Brain-Like Orientation Invariance in Deep Nets
The ability to recognize objects despite substantial variation in the position, size, lighting and orientation in which those objects appear is a defining characteristic of biological visual intelligence often referred to simply as invariance or invariant representation. Orientation invariance – defined here as the representation of a stimulus that does not significantly vary as the stimulus is viewed from different angles – emerges abruptly in the human visual cortical information processing cascade (Morgan & Alvarez, VSS2014). In V3, for example, we observe little to no invariance: the difference between the neural patterns elicited by a given stimulus and the same stimulus rotated to 90 degrees is as large the difference between the neural patterns elicited by two different stimuli.

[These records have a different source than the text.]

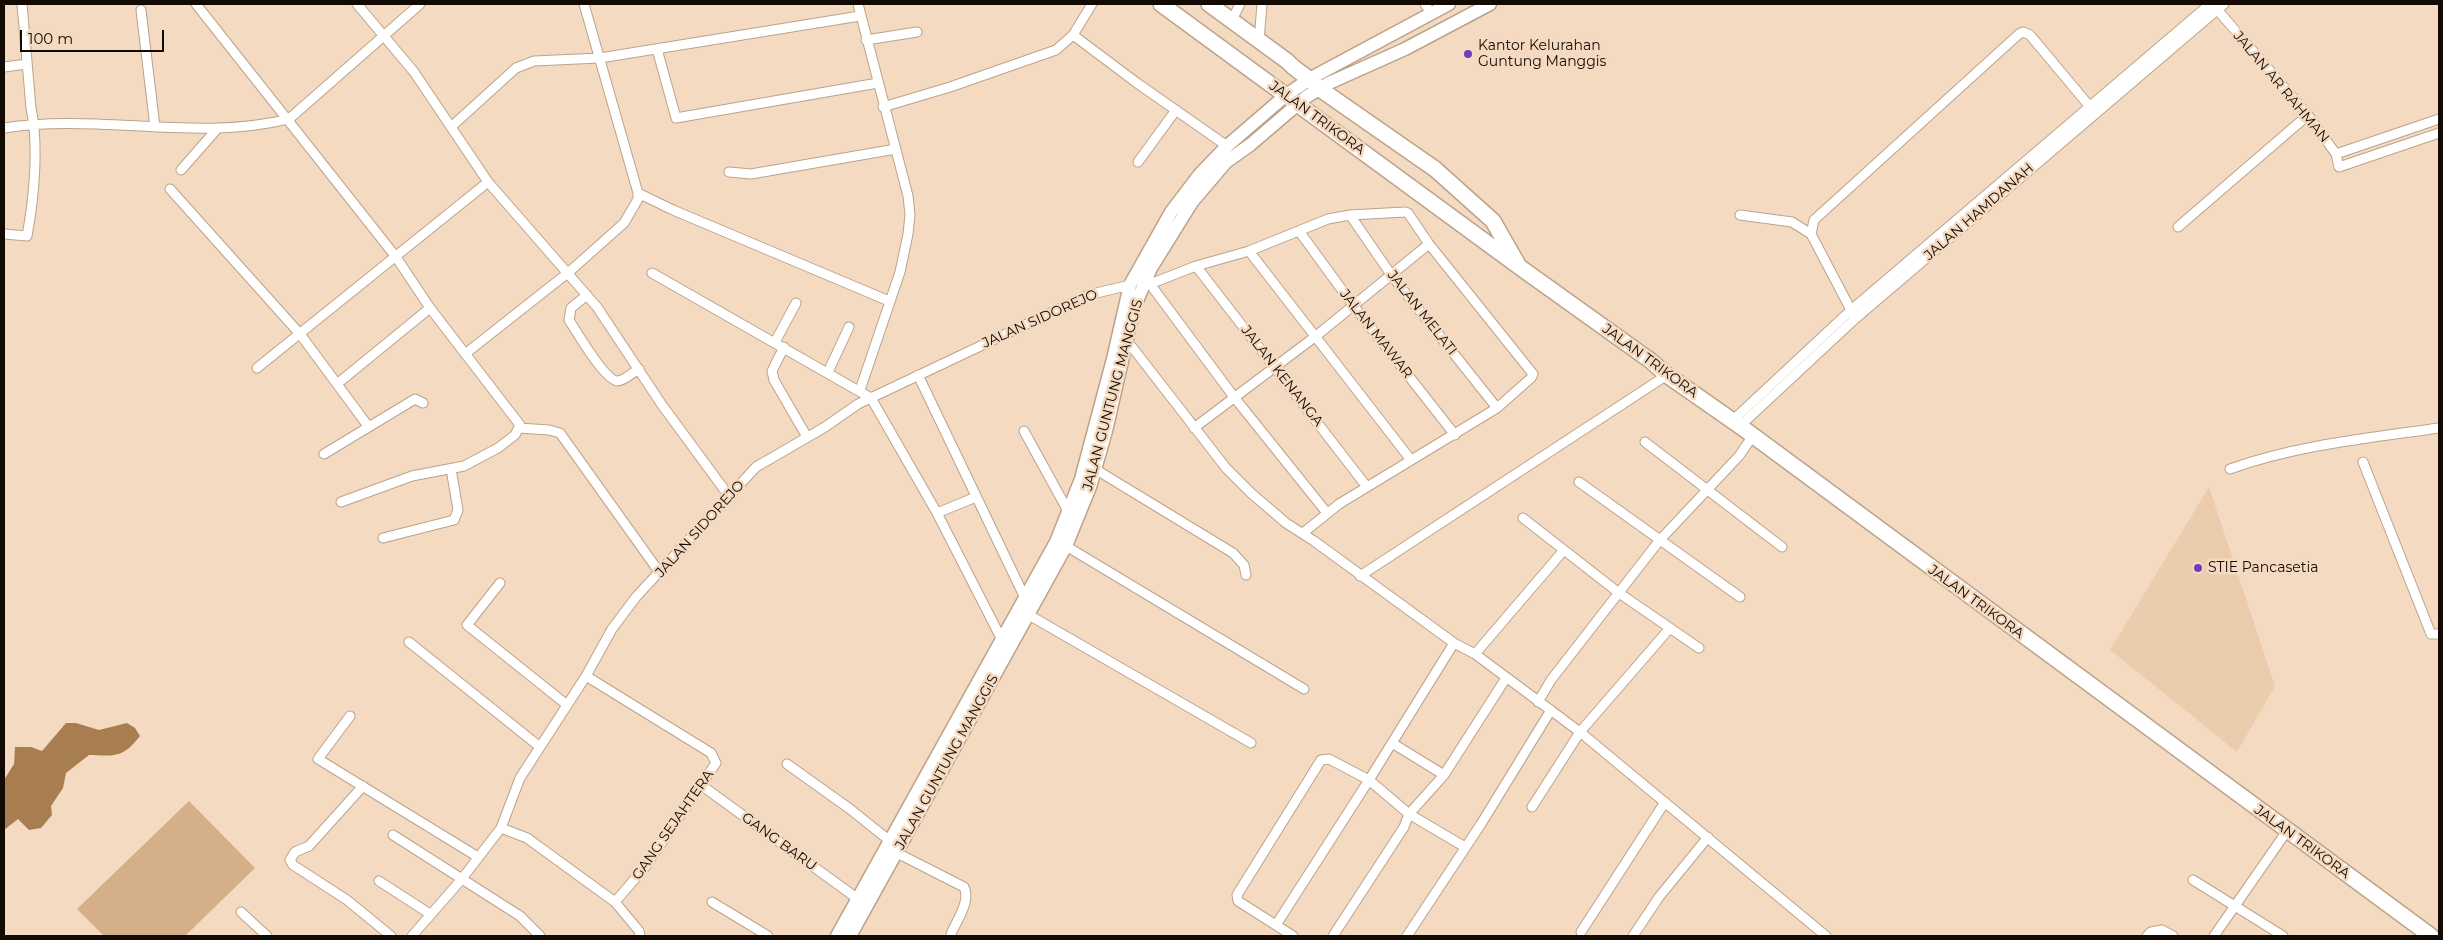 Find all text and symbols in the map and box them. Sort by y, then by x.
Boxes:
scale bar [22,20,166,52]
street label: JALAN AR RAHMAN [2229,28,2333,146]
text: 100 m [28,29,73,48]
place label: Kantor Kelurahan Guntung Manggis [1478,38,1606,70]
marker: Kantor Kelurahan Guntung Manggis [1462,48,1474,60]
street label: JALAN TRIKORA [1266,78,1368,158]
street label: JALAN HAMDANAH [1921,160,2037,264]
street label: JALAN MELATI [1384,267,1460,359]
street label: JALAN SIDOREJO [980,286,1100,352]
street label: JALAN MAWAR [1336,286,1416,382]
street label: JALAN GUNTUNG MANGGIS [1079,297,1147,493]
street label: JALAN TRIKORA [1599,321,1701,401]
street label: JALAN KENANGA [1237,322,1327,430]
street label: JALAN SIDOREJO [652,477,748,581]
place label: STIE Pancasetia [2208,560,2318,576]
street label: JALAN TRIKORA [1925,562,2027,642]
marker: STIE Pancasetia [2192,562,2204,574]
street label: JALAN GUNTUNG MANGGIS [892,672,1002,852]
street label: GANG SEJAHTERA [629,767,717,883]
street label: JALAN TRIKORA [2251,802,2353,882]
street label: GANG BARU [738,809,820,875] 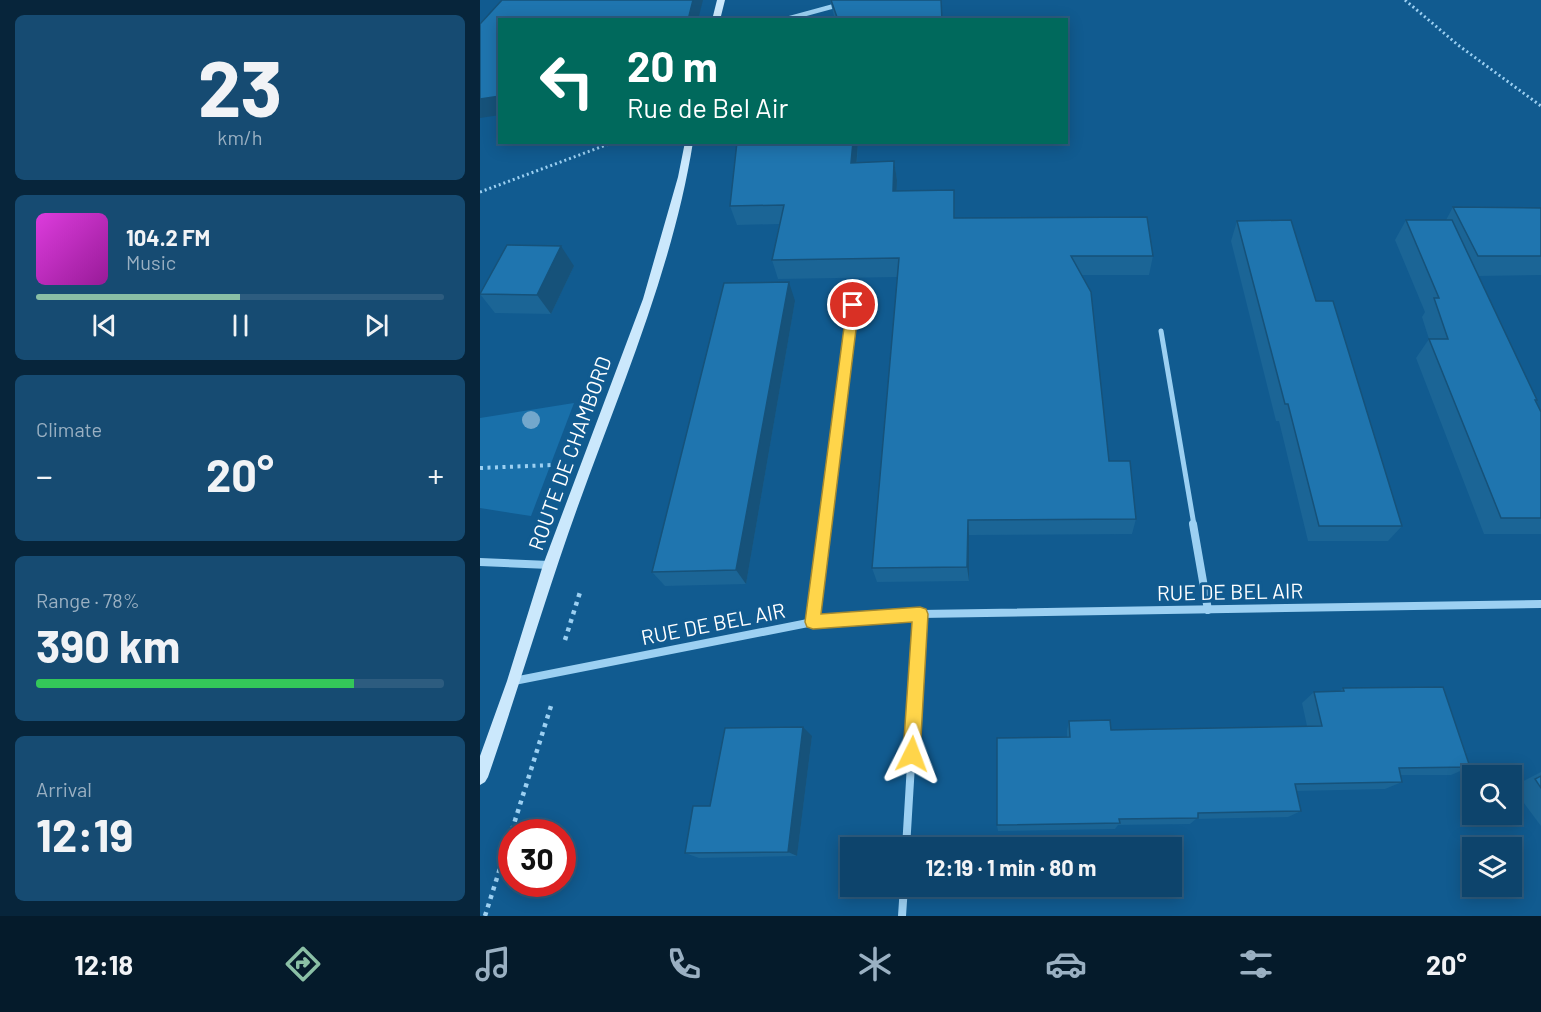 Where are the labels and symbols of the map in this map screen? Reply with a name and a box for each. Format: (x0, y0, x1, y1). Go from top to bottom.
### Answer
pin (827, 279, 878, 330)
street label: ROUTE DE CHAMBORD (522, 353, 616, 553)
street label: RUE DE BEL AIR (1157, 577, 1303, 605)
street label: RUE DE BEL AIR (639, 597, 787, 649)
position arrow (880, 722, 944, 786)
speed limit sign: 30 (498, 819, 576, 897) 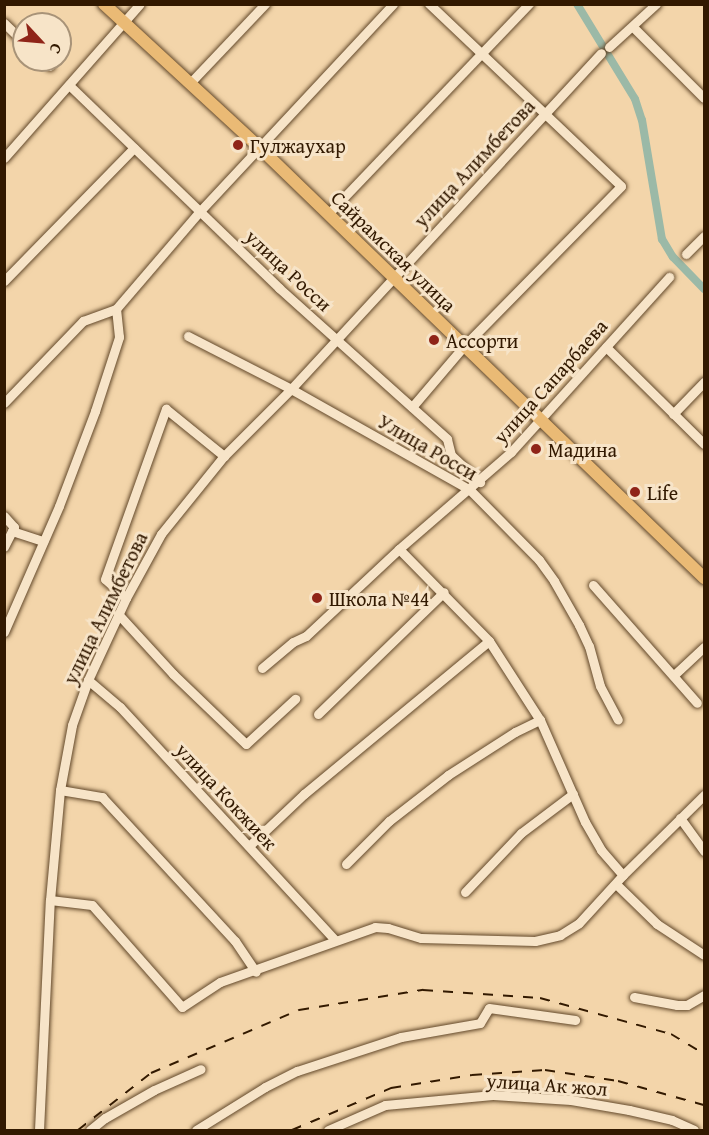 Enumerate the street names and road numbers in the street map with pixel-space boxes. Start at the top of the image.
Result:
street label: улица Алимбетова [408,94,540,232]
street label: Сайрамская улица [327,185,461,317]
street label: улица Росси [241,224,337,316]
street label: улица Сапарбаева [488,314,612,448]
street label: Улица Росси [374,409,482,485]
street label: улица Алимбетова [58,528,152,688]
street label: улица Кокжиек [171,737,283,855]
street label: улица Ак жол [486,1068,608,1100] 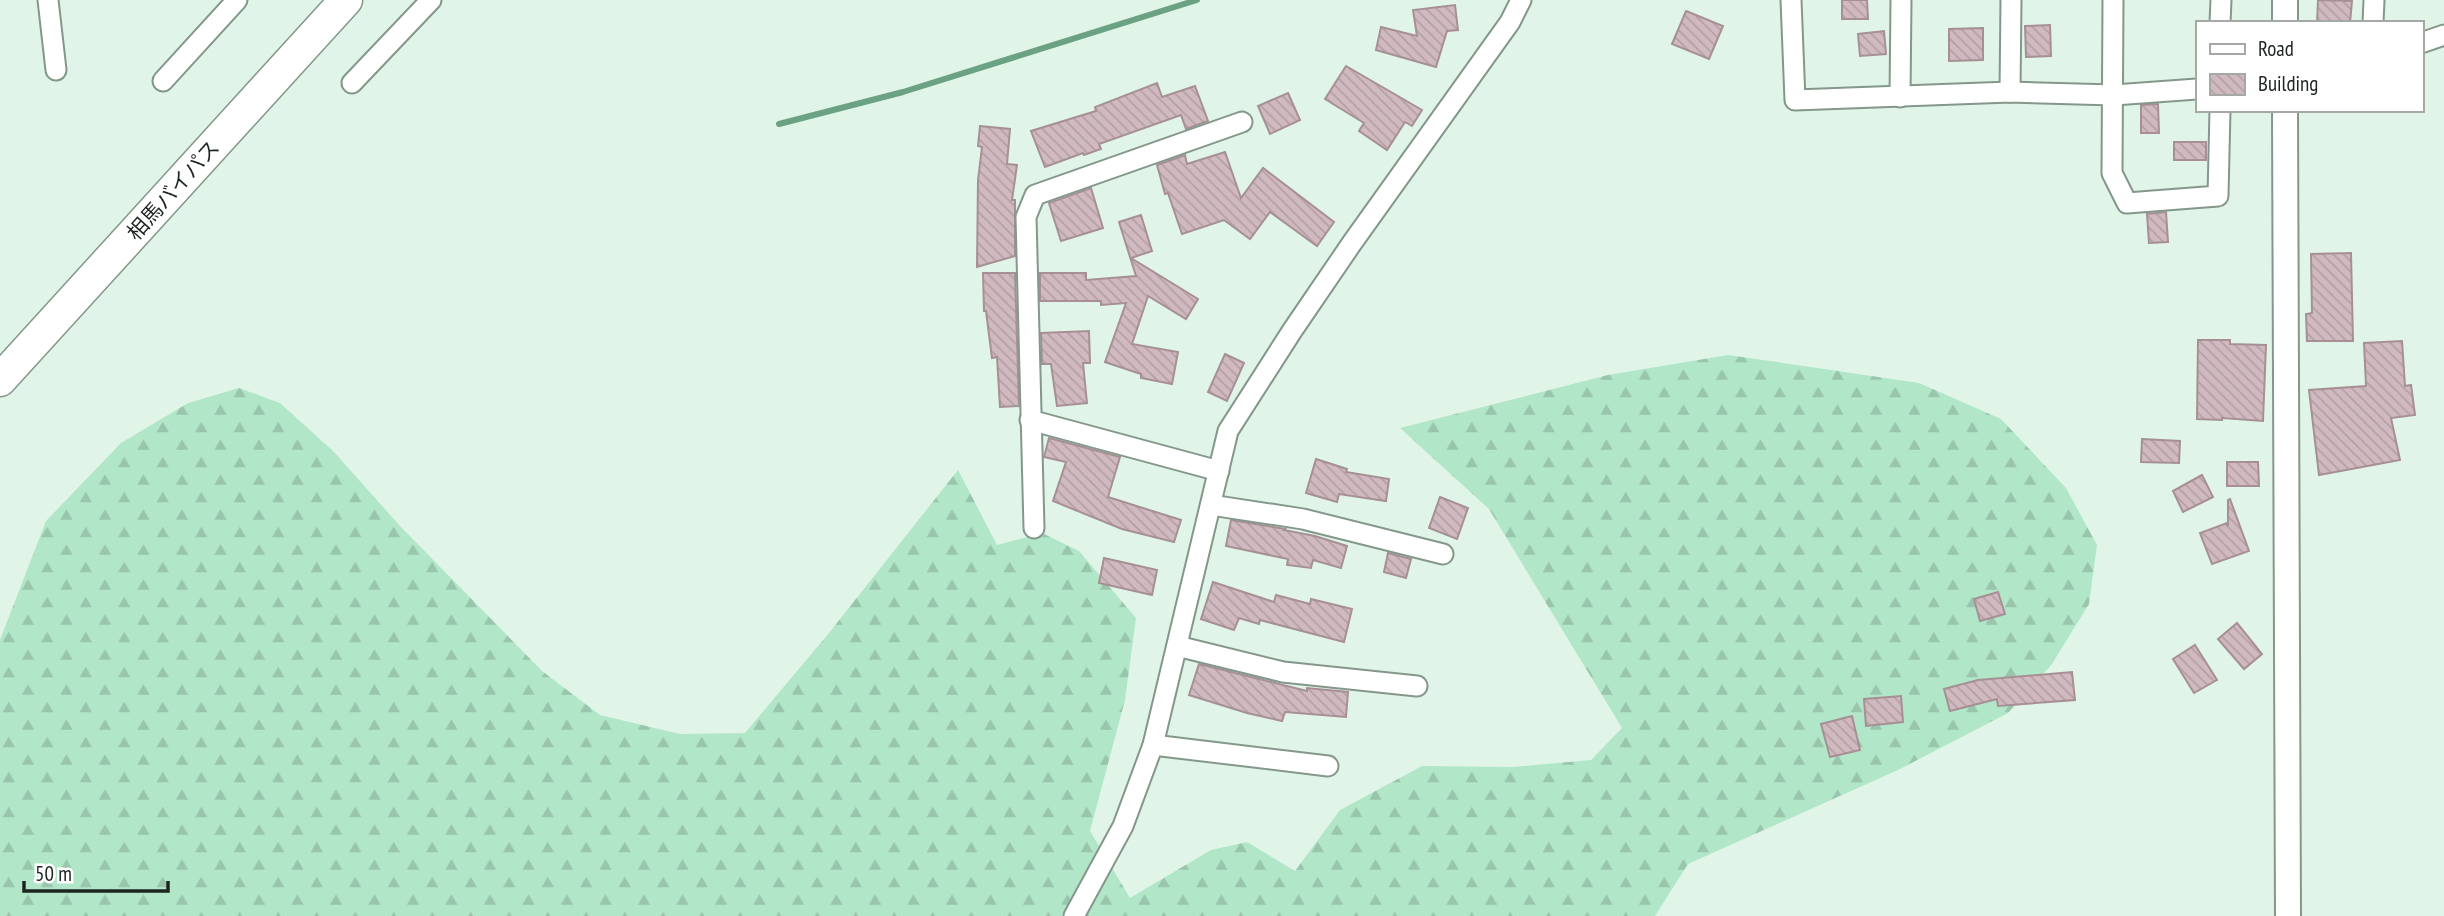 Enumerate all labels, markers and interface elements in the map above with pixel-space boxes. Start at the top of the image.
legend [2196,21,2423,112]
text: Road [2258,35,2294,62]
text: Building [2258,70,2318,97]
street label: 相馬バイパス [121,134,225,246]
scale bar [24,850,168,894]
text: 50 m [35,860,72,887]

In LOC, on the other hand, we observe strong invariance, with no statistically significant differences across the neural activity elicited by the same stimuli across any rotations.
Deep neural network models (computer vision algorithms defined by distributed computations in depth) have in the past been shown to capture the representational geometry of neural responses to different objects, but it’s still unclear whether they show the same types of invariance we observe in different parts of the human visual system. The question we ask, then, is: where, if anywhere, does orientation invariance emerge in deep neural networks (DNNs)?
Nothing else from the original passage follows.